A) Distribution of 1,617 transcription factors along the 19 V. vinifera LGs inferred from the positions of anchored metacontigs. Different colours of the histograms corresponds to the different TF classes. B) Distribution of transcription factor clusters over the grape genome. TF organization in LGs 2, 5, 6, 7, 8, 10, 13, 16, 17 is presented. For each LG, markers of the genetic map, developed by Troggio et al. (see also http://genomics.research.iasma.it) are reported on the left together with the interval in cM between the two closest markers for each TF cluster.
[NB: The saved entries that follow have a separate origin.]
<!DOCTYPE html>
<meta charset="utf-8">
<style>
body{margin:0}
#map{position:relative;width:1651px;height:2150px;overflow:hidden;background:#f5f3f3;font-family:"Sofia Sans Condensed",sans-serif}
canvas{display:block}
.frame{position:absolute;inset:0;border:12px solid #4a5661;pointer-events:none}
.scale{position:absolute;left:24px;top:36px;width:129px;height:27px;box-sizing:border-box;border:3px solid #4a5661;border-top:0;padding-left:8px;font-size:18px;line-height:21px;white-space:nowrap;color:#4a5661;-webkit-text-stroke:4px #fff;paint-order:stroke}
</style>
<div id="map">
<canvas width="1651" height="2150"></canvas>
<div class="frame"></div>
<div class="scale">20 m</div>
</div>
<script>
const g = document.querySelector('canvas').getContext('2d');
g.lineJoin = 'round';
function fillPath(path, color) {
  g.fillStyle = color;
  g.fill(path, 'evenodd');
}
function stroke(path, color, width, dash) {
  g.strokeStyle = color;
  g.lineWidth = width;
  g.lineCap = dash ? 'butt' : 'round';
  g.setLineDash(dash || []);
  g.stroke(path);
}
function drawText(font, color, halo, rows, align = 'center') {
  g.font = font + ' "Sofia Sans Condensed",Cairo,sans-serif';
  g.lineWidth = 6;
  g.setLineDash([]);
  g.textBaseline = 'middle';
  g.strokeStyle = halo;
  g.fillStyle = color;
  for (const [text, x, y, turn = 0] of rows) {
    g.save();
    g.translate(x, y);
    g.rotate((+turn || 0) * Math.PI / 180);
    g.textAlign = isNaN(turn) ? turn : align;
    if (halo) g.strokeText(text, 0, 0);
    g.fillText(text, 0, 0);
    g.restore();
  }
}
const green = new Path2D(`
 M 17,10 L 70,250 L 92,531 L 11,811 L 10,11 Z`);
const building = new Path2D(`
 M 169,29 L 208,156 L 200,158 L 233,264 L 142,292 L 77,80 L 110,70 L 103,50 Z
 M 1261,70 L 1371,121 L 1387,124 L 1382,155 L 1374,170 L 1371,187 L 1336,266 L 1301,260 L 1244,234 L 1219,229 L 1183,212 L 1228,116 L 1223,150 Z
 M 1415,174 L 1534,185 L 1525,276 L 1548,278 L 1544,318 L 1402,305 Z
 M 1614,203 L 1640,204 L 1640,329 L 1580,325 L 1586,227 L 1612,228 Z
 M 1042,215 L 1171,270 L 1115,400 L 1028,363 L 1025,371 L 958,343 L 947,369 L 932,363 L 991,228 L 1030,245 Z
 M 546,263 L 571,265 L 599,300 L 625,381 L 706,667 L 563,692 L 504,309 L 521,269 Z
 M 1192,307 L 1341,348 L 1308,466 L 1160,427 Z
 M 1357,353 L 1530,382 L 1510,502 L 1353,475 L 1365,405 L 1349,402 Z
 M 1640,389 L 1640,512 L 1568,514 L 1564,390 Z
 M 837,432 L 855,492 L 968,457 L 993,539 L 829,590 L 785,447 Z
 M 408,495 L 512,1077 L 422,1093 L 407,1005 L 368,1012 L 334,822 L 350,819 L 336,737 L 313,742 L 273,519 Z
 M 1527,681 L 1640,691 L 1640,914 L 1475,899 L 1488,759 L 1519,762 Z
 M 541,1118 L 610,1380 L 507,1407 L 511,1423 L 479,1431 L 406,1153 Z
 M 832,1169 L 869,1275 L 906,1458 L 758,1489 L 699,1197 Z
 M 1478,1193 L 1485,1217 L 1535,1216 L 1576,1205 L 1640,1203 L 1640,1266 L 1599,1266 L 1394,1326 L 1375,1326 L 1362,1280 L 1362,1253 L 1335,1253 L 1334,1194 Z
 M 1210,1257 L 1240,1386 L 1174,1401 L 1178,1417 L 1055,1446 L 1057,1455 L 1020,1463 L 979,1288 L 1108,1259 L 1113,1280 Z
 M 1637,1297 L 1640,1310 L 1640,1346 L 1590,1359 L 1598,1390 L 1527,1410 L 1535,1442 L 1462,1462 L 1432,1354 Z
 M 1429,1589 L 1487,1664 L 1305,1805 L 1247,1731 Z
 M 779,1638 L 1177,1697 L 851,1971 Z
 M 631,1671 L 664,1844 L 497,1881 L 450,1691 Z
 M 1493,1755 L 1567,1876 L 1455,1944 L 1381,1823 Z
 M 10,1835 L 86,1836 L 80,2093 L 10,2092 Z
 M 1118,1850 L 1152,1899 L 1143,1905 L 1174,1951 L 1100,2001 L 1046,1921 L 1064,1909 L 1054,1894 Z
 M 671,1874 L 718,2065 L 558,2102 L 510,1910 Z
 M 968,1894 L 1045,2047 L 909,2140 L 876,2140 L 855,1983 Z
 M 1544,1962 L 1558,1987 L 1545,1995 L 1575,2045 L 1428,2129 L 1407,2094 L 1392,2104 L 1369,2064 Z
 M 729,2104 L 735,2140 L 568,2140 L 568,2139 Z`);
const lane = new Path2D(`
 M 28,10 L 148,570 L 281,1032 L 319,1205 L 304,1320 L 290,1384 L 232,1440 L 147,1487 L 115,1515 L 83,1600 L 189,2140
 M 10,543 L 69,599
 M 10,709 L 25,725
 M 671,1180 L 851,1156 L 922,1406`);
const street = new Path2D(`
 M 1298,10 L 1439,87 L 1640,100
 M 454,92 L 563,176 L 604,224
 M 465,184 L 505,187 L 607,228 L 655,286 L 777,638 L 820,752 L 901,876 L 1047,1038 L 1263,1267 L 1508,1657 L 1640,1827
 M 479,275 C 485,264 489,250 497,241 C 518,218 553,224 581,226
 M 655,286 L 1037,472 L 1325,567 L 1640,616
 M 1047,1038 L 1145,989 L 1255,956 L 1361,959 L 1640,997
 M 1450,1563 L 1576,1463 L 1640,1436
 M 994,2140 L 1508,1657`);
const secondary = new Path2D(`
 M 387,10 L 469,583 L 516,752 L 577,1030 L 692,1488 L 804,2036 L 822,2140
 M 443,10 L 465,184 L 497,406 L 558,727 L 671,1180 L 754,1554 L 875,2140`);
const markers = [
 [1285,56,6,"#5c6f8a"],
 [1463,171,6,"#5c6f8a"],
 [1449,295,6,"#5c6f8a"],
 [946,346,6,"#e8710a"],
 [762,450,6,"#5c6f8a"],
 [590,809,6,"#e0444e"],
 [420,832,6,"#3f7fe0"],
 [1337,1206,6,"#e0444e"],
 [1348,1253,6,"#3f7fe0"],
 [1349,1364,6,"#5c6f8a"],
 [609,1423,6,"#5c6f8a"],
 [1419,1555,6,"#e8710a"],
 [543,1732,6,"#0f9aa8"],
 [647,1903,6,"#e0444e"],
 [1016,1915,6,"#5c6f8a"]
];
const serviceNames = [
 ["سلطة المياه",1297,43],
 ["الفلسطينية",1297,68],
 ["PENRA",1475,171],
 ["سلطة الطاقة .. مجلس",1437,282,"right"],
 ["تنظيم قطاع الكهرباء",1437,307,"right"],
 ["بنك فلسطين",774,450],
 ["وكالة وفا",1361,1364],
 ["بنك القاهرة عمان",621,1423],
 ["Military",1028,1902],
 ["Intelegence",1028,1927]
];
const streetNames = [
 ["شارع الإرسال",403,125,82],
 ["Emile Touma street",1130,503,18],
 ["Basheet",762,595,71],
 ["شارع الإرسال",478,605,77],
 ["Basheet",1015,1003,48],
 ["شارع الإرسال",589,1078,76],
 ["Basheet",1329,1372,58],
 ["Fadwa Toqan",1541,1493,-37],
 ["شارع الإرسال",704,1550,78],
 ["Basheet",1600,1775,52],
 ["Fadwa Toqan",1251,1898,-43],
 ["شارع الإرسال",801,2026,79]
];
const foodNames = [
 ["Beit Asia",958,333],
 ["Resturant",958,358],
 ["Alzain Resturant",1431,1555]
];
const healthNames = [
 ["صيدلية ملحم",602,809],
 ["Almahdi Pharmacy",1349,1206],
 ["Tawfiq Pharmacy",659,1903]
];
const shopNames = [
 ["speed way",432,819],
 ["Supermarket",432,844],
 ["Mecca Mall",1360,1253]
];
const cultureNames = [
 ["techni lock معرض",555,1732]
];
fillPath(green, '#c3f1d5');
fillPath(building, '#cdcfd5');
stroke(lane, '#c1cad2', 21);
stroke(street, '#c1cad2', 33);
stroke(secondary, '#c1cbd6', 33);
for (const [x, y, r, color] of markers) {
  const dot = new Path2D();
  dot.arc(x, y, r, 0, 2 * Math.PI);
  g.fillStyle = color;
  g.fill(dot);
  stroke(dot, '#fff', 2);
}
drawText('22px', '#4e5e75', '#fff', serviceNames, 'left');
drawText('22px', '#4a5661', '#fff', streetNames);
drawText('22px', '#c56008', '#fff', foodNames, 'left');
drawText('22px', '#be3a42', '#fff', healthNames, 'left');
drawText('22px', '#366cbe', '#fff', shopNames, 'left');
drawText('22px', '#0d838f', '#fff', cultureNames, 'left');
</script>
TF types are reported on the right.

Figure 6. Scatter plot of the distribution of V. vinifera transcription factors.

For each of the 60 families (1983 genes) of V. vinifera TFs (X-axis) (log base 2 transformed), family members have been plotted against the corresponding number reported for three other genomes: A) A. thaliana (http://arabtfdb.bio.uni-potsdam.de/v1.1), B) P. trichocarpa (http://poplartfdb.bio.uni-potsdam.de/v2.0) and C) O. sativa (http://ricetfdb.bio.uni-potsdam.de/v2.i). The degree of the correlation among TF gene numbers is indicated by the Pearson correlation value (r). Each scatter plot shows the TF families which were statistically over- or under- represented in pair-wise comparisons (χ² tests were applied to untransformed data; p = 0.05).

Figure 7. Features of the Pinot Noir heterozygous genome.

A) Comparison of constrasting haplotypes (a and b) co-mapping at two almost contigous regions in metacontig 32,921 of chromosome 1. Above: the 188 kb region; below: the 215 kb region. I from contig groups 1030-H15, 1079-G03, 2068-K04, 1034-C17 and II 2010-J07, 2044-L11, 1030-N10. In the genetic map the two regions are positioned at 60.1 cM: see preliminary experiment in Text S1. TE elements are labeled as follows: c: Copia; g: Gypsy/gypsy; a: Gypsy/athila; d: hAT/Dart; k: Karma; h: hAT; m: Mutator. B) SNP profiles of the 19 LGs of V. vinifera. Left and right of the figure correspond respectively to top and bottom of LGs of Troggio et al. . The SNP values reported do not consider gaps in and among metacontigs. C) SNPs in exons and non-coding DNA and percentage of anchored genes tagged with SNPs. In parts B to E of this figure, gene prediction and annotation and the exon-intron boundaries were based on the methods described in Solovyev et al. ; Korf et al. ; Majoros et al. ; Altschul et al. ; Huang and Madan . D) Relative age of grape duplicated genes estimated from the number of synonymous substitutions per synonymous sites (K_S values). The peak between 0.6 and 1.2 KS supports a relatively large scale duplication event. Paralog genes were identified as in Li et al. and K_S distributions were calculated as in Maere et al. . E) The same as in D for genes present in duplicated chromosome segments.

Figure 8. Scenario of angiosperm genome evolution.

Alternative scenario to the one proposed by Jaillon et al. to explain angiosperm genome evolution. Our analyses seem to suggest that there has been a large-scale duplication event, likely a hybridization event, in the Vitis lineage, rather than before the split of Vitis and other dicots. See text for details.